--- START ---

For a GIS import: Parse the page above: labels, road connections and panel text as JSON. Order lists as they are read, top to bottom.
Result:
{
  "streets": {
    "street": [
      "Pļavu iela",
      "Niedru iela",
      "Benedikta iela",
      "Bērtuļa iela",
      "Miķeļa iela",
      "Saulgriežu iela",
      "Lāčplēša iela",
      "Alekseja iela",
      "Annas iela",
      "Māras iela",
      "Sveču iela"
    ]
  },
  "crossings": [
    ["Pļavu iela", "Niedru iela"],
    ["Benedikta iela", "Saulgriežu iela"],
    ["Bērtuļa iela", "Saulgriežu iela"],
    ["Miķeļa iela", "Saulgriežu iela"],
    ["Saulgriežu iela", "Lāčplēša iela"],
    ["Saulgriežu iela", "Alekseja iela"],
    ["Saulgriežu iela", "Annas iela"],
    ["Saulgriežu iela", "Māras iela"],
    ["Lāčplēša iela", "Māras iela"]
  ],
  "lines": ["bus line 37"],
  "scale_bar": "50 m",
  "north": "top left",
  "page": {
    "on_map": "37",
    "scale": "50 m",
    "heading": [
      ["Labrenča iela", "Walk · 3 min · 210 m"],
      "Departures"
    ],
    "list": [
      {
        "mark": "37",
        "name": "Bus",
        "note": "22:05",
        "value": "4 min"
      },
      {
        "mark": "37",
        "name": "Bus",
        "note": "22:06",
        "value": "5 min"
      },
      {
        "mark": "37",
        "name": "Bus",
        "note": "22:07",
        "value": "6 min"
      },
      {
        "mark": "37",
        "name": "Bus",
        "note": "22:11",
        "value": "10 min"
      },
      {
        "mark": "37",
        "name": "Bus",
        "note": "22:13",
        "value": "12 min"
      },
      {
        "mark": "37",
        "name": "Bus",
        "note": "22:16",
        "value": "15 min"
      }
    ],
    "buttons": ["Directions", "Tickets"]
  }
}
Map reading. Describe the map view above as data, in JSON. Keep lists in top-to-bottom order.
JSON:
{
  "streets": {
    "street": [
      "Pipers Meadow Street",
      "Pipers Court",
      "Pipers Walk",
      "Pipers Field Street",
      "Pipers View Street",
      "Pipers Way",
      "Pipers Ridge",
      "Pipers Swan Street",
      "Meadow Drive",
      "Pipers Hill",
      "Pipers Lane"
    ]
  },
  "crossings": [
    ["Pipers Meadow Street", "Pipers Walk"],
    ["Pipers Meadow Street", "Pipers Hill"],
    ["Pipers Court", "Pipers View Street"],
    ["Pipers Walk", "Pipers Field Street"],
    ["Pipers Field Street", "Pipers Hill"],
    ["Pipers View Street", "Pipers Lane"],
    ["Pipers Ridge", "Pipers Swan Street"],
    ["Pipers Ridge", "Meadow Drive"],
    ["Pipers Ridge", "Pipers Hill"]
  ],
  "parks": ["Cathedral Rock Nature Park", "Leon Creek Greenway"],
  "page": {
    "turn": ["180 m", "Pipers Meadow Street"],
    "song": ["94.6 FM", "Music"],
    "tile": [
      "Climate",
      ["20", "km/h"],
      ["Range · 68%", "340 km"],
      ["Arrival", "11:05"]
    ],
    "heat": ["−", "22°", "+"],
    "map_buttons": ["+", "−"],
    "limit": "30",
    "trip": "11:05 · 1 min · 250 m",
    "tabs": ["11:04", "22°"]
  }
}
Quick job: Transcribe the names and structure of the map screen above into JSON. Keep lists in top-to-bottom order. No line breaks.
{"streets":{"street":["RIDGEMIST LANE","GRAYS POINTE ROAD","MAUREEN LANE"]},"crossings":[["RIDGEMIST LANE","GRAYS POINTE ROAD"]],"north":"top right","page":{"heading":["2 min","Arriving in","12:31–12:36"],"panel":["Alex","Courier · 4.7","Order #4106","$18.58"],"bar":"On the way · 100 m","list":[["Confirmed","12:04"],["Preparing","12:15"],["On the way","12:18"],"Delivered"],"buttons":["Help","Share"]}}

--- END ---

▶ [Goal of the exercise]:
Once you reach the line that holds "Quick job: Transcribe", print it and every line after it through the end of the records, word for word.

▶ [Response]:
Quick job: Transcribe the names and structure of the map screen above into JSON. Keep lists in top-to-bottom order. No line breaks.
{"streets":{"street":["RIDGEMIST LANE","GRAYS POINTE ROAD","MAUREEN LANE"]},"crossings":[["RIDGEMIST LANE","GRAYS POINTE ROAD"]],"north":"top right","page":{"heading":["2 min","Arriving in","12:31–12:36"],"panel":["Alex","Courier · 4.7","Order #4106","$18.58"],"bar":"On the way · 100 m","list":[["Confirmed","12:04"],["Preparing","12:15"],["On the way","12:18"],"Delivered"],"buttons":["Help","Share"]}}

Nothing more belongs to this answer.